### GIVEN DATA
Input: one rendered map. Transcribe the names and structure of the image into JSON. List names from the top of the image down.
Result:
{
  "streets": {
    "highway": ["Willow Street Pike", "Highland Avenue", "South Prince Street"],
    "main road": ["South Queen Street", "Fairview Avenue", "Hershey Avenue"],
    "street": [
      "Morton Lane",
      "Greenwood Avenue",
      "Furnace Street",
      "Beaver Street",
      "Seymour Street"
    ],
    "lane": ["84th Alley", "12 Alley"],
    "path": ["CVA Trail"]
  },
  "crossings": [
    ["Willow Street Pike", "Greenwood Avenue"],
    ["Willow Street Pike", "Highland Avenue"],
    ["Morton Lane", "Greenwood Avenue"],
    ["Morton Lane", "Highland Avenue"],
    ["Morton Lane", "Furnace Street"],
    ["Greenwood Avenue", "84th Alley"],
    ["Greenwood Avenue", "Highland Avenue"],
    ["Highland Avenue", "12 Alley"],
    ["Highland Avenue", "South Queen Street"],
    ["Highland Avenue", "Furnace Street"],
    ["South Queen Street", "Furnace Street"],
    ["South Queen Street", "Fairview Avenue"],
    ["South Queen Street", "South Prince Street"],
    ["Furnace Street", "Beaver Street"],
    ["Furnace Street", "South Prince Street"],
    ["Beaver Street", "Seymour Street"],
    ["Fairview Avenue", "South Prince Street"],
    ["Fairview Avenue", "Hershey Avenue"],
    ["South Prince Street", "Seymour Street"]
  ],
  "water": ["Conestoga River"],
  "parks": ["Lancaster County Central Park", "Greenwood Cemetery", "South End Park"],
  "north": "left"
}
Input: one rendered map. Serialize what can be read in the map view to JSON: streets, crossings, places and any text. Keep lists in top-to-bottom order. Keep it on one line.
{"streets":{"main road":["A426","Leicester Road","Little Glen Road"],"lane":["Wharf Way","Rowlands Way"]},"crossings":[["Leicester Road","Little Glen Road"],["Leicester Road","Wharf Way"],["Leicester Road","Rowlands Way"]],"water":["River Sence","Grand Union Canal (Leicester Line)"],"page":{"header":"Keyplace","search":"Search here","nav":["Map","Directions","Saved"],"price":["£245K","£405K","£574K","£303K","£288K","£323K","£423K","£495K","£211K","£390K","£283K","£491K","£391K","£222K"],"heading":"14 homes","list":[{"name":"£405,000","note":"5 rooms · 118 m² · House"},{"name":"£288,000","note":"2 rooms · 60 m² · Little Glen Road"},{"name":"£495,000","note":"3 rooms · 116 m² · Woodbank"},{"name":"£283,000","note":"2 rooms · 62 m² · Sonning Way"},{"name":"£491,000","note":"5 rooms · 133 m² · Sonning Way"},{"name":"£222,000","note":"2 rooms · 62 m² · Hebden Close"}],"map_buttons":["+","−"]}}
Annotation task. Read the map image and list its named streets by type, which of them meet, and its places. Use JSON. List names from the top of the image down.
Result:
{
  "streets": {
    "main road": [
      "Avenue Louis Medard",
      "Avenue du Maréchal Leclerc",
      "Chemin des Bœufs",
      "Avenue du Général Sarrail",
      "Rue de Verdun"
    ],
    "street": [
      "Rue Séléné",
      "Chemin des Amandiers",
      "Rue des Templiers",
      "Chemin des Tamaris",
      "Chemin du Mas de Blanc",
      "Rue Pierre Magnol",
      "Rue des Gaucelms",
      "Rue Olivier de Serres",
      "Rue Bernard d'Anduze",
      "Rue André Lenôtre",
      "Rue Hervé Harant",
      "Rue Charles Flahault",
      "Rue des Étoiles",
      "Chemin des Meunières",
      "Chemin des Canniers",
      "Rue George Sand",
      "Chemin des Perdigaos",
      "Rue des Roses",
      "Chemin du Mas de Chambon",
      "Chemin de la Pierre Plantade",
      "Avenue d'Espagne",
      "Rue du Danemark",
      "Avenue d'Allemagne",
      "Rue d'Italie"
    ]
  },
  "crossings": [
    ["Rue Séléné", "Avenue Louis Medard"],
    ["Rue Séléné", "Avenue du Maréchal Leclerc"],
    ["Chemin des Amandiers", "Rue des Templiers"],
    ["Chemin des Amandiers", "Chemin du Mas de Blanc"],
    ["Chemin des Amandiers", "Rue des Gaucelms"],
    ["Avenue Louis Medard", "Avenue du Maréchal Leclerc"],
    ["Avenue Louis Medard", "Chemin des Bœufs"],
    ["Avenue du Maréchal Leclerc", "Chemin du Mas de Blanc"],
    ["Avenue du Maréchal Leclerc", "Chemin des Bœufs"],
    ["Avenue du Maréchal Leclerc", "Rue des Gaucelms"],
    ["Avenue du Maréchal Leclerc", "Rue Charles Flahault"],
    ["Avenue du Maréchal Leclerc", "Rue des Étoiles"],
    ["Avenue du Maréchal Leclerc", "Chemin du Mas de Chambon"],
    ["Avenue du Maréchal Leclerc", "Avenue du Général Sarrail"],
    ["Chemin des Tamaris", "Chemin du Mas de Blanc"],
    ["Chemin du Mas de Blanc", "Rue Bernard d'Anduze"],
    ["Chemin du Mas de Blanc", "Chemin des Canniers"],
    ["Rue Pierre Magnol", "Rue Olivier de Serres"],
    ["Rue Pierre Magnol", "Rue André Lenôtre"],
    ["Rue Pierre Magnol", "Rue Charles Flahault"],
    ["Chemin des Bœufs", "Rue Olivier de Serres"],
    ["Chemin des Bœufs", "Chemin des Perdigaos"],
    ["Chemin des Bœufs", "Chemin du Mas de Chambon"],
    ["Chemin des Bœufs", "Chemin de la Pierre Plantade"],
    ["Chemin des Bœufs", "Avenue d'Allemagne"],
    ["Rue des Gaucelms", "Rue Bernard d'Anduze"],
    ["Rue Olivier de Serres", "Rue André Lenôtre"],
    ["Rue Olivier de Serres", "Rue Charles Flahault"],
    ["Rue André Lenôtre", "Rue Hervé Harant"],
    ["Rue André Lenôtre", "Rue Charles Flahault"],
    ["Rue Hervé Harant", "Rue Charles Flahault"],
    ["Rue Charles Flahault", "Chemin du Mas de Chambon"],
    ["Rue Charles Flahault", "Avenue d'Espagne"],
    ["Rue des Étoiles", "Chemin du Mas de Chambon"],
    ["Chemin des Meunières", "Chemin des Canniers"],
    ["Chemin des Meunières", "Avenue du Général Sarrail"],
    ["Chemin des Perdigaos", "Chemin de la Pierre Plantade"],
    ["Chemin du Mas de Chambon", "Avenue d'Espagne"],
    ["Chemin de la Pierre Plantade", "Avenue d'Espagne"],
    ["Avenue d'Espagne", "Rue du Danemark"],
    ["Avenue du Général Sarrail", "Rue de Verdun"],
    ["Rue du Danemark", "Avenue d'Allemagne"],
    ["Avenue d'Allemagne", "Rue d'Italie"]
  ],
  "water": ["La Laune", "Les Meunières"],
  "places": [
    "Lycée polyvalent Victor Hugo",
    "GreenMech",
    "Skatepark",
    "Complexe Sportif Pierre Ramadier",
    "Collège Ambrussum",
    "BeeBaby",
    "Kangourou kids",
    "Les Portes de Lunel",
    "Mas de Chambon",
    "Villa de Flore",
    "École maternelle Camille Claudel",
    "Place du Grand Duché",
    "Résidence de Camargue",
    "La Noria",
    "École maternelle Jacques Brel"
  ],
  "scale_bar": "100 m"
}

### TASK REQUIREMENTS
Exactly as written above, copy every line.

### YOUR SOLUTION
Input: one rendered map. Transcribe the names and structure of the image into JSON. List names from the top of the image down.
Result:
{
  "streets": {
    "highway": ["Willow Street Pike", "Highland Avenue", "South Prince Street"],
    "main road": ["South Queen Street", "Fairview Avenue", "Hershey Avenue"],
    "street": [
      "Morton Lane",
      "Greenwood Avenue",
      "Furnace Street",
      "Beaver Street",
      "Seymour Street"
    ],
    "lane": ["84th Alley", "12 Alley"],
    "path": ["CVA Trail"]
  },
  "crossings": [
    ["Willow Street Pike", "Greenwood Avenue"],
    ["Willow Street Pike", "Highland Avenue"],
    ["Morton Lane", "Greenwood Avenue"],
    ["Morton Lane", "Highland Avenue"],
    ["Morton Lane", "Furnace Street"],
    ["Greenwood Avenue", "84th Alley"],
    ["Greenwood Avenue", "Highland Avenue"],
    ["Highland Avenue", "12 Alley"],
    ["Highland Avenue", "South Queen Street"],
    ["Highland Avenue", "Furnace Street"],
    ["South Queen Street", "Furnace Street"],
    ["South Queen Street", "Fairview Avenue"],
    ["South Queen Street", "South Prince Street"],
    ["Furnace Street", "Beaver Street"],
    ["Furnace Street", "South Prince Street"],
    ["Beaver Street", "Seymour Street"],
    ["Fairview Avenue", "South Prince Street"],
    ["Fairview Avenue", "Hershey Avenue"],
    ["South Prince Street", "Seymour Street"]
  ],
  "water": ["Conestoga River"],
  "parks": ["Lancaster County Central Park", "Greenwood Cemetery", "South End Park"],
  "north": "left"
}
Input: one rendered map. Serialize what can be read in the map view to JSON: streets, crossings, places and any text. Keep lists in top-to-bottom order. Keep it on one line.
{"streets":{"main road":["A426","Leicester Road","Little Glen Road"],"lane":["Wharf Way","Rowlands Way"]},"crossings":[["Leicester Road","Little Glen Road"],["Leicester Road","Wharf Way"],["Leicester Road","Rowlands Way"]],"water":["River Sence","Grand Union Canal (Leicester Line)"],"page":{"header":"Keyplace","search":"Search here","nav":["Map","Directions","Saved"],"price":["£245K","£405K","£574K","£303K","£288K","£323K","£423K","£495K","£211K","£390K","£283K","£491K","£391K","£222K"],"heading":"14 homes","list":[{"name":"£405,000","note":"5 rooms · 118 m² · House"},{"name":"£288,000","note":"2 rooms · 60 m² · Little Glen Road"},{"name":"£495,000","note":"3 rooms · 116 m² · Woodbank"},{"name":"£283,000","note":"2 rooms · 62 m² · Sonning Way"},{"name":"£491,000","note":"5 rooms · 133 m² · Sonning Way"},{"name":"£222,000","note":"2 rooms · 62 m² · Hebden Close"}],"map_buttons":["+","−"]}}
Annotation task. Read the map image and list its named streets by type, which of them meet, and its places. Use JSON. List names from the top of the image down.
Result:
{
  "streets": {
    "main road": [
      "Avenue Louis Medard",
      "Avenue du Maréchal Leclerc",
      "Chemin des Bœufs",
      "Avenue du Général Sarrail",
      "Rue de Verdun"
    ],
    "street": [
      "Rue Séléné",
      "Chemin des Amandiers",
      "Rue des Templiers",
      "Chemin des Tamaris",
      "Chemin du Mas de Blanc",
      "Rue Pierre Magnol",
      "Rue des Gaucelms",
      "Rue Olivier de Serres",
      "Rue Bernard d'Anduze",
      "Rue André Lenôtre",
      "Rue Hervé Harant",
      "Rue Charles Flahault",
      "Rue des Étoiles",
      "Chemin des Meunières",
      "Chemin des Canniers",
      "Rue George Sand",
      "Chemin des Perdigaos",
      "Rue des Roses",
      "Chemin du Mas de Chambon",
      "Chemin de la Pierre Plantade",
      "Avenue d'Espagne",
      "Rue du Danemark",
      "Avenue d'Allemagne",
      "Rue d'Italie"
    ]
  },
  "crossings": [
    ["Rue Séléné", "Avenue Louis Medard"],
    ["Rue Séléné", "Avenue du Maréchal Leclerc"],
    ["Chemin des Amandiers", "Rue des Templiers"],
    ["Chemin des Amandiers", "Chemin du Mas de Blanc"],
    ["Chemin des Amandiers", "Rue des Gaucelms"],
    ["Avenue Louis Medard", "Avenue du Maréchal Leclerc"],
    ["Avenue Louis Medard", "Chemin des Bœufs"],
    ["Avenue du Maréchal Leclerc", "Chemin du Mas de Blanc"],
    ["Avenue du Maréchal Leclerc", "Chemin des Bœufs"],
    ["Avenue du Maréchal Leclerc", "Rue des Gaucelms"],
    ["Avenue du Maréchal Leclerc", "Rue Charles Flahault"],
    ["Avenue du Maréchal Leclerc", "Rue des Étoiles"],
    ["Avenue du Maréchal Leclerc", "Chemin du Mas de Chambon"],
    ["Avenue du Maréchal Leclerc", "Avenue du Général Sarrail"],
    ["Chemin des Tamaris", "Chemin du Mas de Blanc"],
    ["Chemin du Mas de Blanc", "Rue Bernard d'Anduze"],
    ["Chemin du Mas de Blanc", "Chemin des Canniers"],
    ["Rue Pierre Magnol", "Rue Olivier de Serres"],
    ["Rue Pierre Magnol", "Rue André Lenôtre"],
    ["Rue Pierre Magnol", "Rue Charles Flahault"],
    ["Chemin des Bœufs", "Rue Olivier de Serres"],
    ["Chemin des Bœufs", "Chemin des Perdigaos"],
    ["Chemin des Bœufs", "Chemin du Mas de Chambon"],
    ["Chemin des Bœufs", "Chemin de la Pierre Plantade"],
    ["Chemin des Bœufs", "Avenue d'Allemagne"],
    ["Rue des Gaucelms", "Rue Bernard d'Anduze"],
    ["Rue Olivier de Serres", "Rue André Lenôtre"],
    ["Rue Olivier de Serres", "Rue Charles Flahault"],
    ["Rue André Lenôtre", "Rue Hervé Harant"],
    ["Rue André Lenôtre", "Rue Charles Flahault"],
    ["Rue Hervé Harant", "Rue Charles Flahault"],
    ["Rue Charles Flahault", "Chemin du Mas de Chambon"],
    ["Rue Charles Flahault", "Avenue d'Espagne"],
    ["Rue des Étoiles", "Chemin du Mas de Chambon"],
    ["Chemin des Meunières", "Chemin des Canniers"],
    ["Chemin des Meunières", "Avenue du Général Sarrail"],
    ["Chemin des Perdigaos", "Chemin de la Pierre Plantade"],
    ["Chemin du Mas de Chambon", "Avenue d'Espagne"],
    ["Chemin de la Pierre Plantade", "Avenue d'Espagne"],
    ["Avenue d'Espagne", "Rue du Danemark"],
    ["Avenue du Général Sarrail", "Rue de Verdun"],
    ["Rue du Danemark", "Avenue d'Allemagne"],
    ["Avenue d'Allemagne", "Rue d'Italie"]
  ],
  "water": ["La Laune", "Les Meunières"],
  "places": [
    "Lycée polyvalent Victor Hugo",
    "GreenMech",
    "Skatepark",
    "Complexe Sportif Pierre Ramadier",
    "Collège Ambrussum",
    "BeeBaby",
    "Kangourou kids",
    "Les Portes de Lunel",
    "Mas de Chambon",
    "Villa de Flore",
    "École maternelle Camille Claudel",
    "Place du Grand Duché",
    "Résidence de Camargue",
    "La Noria",
    "École maternelle Jacques Brel"
  ],
  "scale_bar": "100 m"
}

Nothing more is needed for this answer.